Oggi, dopo alcuni anni, ho ripreso in mano la bicicletta e mi sono lanciato in una folle corsa verso il consueto luogo di lavoro. Sudato ma non troppo, divertito dall’idea, sono stato contento di avere provato e chissà non mi venga voglia di utilizzarla più spesso per sfrecciare nelle strade strette del centro storico.
Ho ricevuto pure un invito ad un’uscita pomeridiana che, però, non si è concretizzata, lasciandomi con un po’ di amaro in bocca: mi ero preparato per bene, non tanto per essere bello (mission impossible) ma per essere presentabile all’appuntamento.
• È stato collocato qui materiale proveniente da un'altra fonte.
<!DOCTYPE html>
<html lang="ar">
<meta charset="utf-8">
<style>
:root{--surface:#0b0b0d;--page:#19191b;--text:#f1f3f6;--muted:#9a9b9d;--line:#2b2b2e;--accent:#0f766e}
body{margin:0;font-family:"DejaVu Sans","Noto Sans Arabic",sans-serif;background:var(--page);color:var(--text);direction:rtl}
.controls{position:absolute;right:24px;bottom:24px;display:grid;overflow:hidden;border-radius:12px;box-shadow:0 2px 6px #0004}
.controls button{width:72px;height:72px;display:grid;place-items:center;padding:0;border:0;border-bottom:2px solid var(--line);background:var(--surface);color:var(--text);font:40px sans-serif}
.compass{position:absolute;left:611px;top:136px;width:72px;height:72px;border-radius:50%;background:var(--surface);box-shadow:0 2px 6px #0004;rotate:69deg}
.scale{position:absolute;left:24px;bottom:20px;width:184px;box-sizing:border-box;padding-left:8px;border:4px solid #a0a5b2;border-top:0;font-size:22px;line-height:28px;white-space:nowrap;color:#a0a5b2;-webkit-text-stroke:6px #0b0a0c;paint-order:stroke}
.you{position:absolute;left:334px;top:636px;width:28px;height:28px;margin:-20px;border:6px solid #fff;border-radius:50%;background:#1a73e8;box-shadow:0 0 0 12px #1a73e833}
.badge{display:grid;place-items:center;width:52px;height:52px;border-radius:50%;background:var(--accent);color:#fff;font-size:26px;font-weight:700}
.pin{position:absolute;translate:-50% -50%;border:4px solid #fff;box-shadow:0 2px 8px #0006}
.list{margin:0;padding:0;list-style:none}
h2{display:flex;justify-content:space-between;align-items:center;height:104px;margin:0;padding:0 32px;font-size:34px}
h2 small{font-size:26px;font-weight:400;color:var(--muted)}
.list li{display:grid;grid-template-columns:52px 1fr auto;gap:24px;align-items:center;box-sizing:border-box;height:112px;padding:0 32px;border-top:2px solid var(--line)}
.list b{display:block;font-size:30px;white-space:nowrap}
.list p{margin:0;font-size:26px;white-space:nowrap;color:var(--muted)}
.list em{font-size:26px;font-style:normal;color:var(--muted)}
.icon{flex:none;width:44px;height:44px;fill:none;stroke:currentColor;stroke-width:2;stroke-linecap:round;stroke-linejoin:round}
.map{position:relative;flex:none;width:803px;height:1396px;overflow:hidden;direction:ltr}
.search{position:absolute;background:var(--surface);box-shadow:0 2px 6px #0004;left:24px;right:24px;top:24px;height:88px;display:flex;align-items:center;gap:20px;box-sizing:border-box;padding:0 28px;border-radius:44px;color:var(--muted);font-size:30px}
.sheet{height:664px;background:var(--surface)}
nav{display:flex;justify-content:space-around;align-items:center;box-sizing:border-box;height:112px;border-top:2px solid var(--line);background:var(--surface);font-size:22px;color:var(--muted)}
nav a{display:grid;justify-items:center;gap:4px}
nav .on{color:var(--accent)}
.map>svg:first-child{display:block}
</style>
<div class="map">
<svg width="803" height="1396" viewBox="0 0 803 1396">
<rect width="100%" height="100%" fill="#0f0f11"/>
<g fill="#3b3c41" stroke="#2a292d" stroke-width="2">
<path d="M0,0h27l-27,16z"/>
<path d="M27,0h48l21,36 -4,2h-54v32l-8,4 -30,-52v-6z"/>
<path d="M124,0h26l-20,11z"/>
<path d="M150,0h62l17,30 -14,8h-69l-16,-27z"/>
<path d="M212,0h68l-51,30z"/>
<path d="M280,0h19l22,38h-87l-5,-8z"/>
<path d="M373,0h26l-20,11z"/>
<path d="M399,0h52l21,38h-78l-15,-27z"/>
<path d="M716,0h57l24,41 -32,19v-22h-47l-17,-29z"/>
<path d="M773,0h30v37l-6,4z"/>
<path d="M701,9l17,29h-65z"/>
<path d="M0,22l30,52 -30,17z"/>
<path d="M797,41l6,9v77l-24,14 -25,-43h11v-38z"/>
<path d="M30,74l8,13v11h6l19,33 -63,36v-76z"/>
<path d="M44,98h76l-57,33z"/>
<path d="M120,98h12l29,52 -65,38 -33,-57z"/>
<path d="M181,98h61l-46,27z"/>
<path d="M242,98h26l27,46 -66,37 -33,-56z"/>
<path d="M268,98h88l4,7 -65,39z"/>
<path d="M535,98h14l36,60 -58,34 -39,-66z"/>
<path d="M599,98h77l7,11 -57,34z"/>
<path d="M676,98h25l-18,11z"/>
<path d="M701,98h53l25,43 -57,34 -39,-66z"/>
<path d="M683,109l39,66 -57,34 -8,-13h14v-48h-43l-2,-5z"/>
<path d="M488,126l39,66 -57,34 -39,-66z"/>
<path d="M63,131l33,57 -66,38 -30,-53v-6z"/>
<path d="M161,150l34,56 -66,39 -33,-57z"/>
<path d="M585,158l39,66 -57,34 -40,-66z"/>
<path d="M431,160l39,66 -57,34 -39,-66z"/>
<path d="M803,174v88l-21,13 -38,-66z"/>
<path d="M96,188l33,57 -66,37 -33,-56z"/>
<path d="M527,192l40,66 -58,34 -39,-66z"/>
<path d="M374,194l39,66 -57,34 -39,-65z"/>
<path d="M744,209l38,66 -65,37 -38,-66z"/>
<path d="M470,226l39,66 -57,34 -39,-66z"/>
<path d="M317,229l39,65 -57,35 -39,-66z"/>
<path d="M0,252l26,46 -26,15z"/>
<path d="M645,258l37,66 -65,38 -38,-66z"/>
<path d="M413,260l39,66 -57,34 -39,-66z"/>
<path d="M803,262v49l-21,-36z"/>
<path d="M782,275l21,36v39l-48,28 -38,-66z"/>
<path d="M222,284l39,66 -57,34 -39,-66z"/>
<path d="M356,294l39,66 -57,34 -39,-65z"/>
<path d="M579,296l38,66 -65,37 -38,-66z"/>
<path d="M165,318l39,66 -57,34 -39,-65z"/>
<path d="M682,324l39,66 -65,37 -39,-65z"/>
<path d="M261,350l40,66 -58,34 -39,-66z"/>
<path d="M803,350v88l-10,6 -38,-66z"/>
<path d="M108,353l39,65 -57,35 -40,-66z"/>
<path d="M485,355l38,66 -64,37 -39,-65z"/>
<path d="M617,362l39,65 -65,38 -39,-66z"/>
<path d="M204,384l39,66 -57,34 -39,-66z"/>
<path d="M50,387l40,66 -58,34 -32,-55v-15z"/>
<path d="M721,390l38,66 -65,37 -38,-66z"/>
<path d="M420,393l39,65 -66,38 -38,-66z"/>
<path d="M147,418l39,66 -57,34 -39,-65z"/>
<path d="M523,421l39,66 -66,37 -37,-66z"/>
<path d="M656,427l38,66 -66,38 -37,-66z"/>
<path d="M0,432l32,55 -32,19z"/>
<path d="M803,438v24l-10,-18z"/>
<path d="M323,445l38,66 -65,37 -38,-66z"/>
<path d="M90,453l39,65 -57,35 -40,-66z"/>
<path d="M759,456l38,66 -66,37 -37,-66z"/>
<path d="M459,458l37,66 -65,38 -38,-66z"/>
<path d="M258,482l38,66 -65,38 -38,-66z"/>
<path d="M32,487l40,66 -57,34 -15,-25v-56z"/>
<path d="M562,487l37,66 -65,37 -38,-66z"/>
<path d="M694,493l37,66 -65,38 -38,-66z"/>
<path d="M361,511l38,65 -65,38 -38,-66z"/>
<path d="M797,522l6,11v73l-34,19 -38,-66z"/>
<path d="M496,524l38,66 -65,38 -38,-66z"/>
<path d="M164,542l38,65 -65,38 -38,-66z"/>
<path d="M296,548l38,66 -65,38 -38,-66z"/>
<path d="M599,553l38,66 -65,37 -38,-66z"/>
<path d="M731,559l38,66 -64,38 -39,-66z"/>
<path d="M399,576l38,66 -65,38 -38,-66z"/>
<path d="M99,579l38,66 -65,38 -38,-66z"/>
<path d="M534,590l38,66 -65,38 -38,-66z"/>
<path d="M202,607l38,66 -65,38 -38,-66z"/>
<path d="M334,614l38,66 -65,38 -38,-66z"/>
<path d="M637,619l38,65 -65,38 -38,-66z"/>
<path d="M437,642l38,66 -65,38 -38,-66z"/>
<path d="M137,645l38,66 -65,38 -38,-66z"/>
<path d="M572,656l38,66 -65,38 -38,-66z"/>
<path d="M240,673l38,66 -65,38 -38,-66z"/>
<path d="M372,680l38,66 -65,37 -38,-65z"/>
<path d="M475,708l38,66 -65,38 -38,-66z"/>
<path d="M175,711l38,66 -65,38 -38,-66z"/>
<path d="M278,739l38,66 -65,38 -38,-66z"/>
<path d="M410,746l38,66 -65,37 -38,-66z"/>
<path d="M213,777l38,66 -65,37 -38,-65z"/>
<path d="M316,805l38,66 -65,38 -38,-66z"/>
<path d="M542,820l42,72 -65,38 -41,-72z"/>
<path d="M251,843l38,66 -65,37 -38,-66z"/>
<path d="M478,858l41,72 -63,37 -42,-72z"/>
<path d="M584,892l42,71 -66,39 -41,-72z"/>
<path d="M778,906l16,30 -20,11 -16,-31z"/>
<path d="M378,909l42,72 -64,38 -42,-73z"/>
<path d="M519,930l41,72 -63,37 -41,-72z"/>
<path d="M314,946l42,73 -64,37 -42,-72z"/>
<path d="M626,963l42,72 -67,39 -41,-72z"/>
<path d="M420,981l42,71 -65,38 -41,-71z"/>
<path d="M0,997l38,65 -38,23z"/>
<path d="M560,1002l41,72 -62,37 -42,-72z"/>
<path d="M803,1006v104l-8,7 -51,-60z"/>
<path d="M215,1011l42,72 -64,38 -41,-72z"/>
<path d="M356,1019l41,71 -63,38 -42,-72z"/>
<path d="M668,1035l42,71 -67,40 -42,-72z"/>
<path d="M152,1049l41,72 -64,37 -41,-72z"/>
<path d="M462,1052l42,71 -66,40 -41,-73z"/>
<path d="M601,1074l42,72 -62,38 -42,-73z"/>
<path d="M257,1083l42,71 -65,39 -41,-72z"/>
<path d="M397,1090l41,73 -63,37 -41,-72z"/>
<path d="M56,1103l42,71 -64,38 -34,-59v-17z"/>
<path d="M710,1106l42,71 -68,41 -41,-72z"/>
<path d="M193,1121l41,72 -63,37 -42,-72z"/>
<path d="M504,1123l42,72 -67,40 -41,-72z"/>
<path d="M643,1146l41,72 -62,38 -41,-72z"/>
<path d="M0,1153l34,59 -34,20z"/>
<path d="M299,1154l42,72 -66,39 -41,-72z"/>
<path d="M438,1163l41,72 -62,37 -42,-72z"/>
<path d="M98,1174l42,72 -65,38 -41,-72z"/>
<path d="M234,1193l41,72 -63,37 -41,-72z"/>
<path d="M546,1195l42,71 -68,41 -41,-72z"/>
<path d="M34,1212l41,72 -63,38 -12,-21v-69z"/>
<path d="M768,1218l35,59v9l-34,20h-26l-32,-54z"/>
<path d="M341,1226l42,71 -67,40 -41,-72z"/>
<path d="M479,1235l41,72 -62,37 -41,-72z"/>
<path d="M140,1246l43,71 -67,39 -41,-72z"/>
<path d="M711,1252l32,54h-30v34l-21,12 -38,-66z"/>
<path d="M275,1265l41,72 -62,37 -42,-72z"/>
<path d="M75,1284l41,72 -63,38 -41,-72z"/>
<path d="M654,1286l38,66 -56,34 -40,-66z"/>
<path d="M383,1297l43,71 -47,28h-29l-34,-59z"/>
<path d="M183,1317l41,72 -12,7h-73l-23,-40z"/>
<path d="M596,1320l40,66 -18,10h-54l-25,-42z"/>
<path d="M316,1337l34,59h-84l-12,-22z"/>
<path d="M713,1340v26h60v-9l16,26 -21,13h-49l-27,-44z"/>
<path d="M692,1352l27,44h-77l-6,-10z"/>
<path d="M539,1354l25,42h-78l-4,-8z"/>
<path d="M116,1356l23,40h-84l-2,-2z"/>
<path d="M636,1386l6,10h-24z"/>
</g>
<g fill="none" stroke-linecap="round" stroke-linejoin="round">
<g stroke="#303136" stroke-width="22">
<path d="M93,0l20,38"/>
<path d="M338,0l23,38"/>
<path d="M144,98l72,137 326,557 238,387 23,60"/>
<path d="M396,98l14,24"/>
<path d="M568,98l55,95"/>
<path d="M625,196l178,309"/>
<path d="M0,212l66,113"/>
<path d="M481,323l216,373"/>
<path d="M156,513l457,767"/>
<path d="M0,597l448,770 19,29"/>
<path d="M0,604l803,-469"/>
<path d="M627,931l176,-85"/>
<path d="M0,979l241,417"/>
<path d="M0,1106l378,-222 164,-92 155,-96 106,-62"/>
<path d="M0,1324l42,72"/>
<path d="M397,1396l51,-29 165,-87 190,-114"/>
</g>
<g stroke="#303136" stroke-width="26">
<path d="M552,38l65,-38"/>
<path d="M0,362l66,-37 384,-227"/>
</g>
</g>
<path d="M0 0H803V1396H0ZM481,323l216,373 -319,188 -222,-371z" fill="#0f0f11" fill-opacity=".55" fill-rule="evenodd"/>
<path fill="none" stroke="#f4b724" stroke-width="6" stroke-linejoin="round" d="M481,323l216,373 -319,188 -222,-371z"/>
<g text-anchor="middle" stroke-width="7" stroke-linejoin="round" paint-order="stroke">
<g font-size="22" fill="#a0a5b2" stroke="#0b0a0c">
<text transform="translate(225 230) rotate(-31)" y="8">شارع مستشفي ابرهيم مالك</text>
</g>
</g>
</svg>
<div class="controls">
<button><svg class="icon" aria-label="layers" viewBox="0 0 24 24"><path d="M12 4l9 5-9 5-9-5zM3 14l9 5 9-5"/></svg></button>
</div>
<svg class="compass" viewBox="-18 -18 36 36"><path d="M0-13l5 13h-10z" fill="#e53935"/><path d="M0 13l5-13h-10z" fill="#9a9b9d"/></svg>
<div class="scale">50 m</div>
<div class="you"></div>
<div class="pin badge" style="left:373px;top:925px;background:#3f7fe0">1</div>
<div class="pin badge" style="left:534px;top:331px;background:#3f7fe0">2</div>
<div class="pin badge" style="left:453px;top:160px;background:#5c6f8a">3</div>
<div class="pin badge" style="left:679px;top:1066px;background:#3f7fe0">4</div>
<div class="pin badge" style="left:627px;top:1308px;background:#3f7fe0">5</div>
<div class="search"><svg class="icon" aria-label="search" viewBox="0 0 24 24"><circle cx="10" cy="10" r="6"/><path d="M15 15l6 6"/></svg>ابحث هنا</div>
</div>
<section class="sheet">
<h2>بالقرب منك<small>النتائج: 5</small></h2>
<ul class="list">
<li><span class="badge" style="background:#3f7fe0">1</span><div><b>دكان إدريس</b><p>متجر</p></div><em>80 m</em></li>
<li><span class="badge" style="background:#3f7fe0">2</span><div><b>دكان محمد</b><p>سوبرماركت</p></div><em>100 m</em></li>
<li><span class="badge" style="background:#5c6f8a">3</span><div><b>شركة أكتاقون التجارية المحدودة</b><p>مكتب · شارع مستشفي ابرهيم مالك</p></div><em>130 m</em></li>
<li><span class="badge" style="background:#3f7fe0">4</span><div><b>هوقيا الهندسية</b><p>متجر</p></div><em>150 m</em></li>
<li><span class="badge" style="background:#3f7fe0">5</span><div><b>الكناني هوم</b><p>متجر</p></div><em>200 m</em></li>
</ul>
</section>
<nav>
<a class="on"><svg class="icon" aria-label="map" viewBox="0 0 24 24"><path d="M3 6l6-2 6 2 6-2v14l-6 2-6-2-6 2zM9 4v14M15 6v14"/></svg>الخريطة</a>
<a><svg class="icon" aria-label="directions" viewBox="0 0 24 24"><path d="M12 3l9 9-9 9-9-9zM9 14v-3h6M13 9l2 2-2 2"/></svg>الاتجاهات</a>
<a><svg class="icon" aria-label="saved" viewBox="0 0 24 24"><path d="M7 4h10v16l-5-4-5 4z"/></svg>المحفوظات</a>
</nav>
Mi sono dedicato, per la seconda volta, ed avidamente, come sempre mi accade, alle ciliegie, ricavandone la stessa sensazione dell’altro giorno: gradevolezza e piacere ma con quella vena d’amarezza legata all’impressione di solipsismo, non ci si dà piacere da sè.
Mangio compulsivamente, divorando, spesso masticando poco, il contrario di quello che accade quando mi trovo con commensali degni di tal nome …
Ho iniziato anche a leggere “Morte a Venezia”; impressione assai sgradevole, mi sono trovato proiettato indietro di tanti anni, al liceo, sprofondato in un clima di estetismo più pensato che agito, chiuso in pensieri elitari sulla sensibilità, la bellezza, mio grande tormento ancora attuale, la solitudine del genio.
Leggo, oggi, con distacco ciò che un tempo avrebbe nutrito la mia sensibilità morbosa e mi accorgo di avere imboccato un’altra strada: un pericoloso anzi pericolosissimo bivio non ho imboccato, quella volta, ed oggi lo ritrovo come utile conchiglia, residuo senza vita ma testimone efficace.
Per quanto possa trovarmi in difficoltà mi ritrovo spesso dotato di mezzi imprevisti, tra questi i sogni: in questi giorni ne attendo uno con impazienza.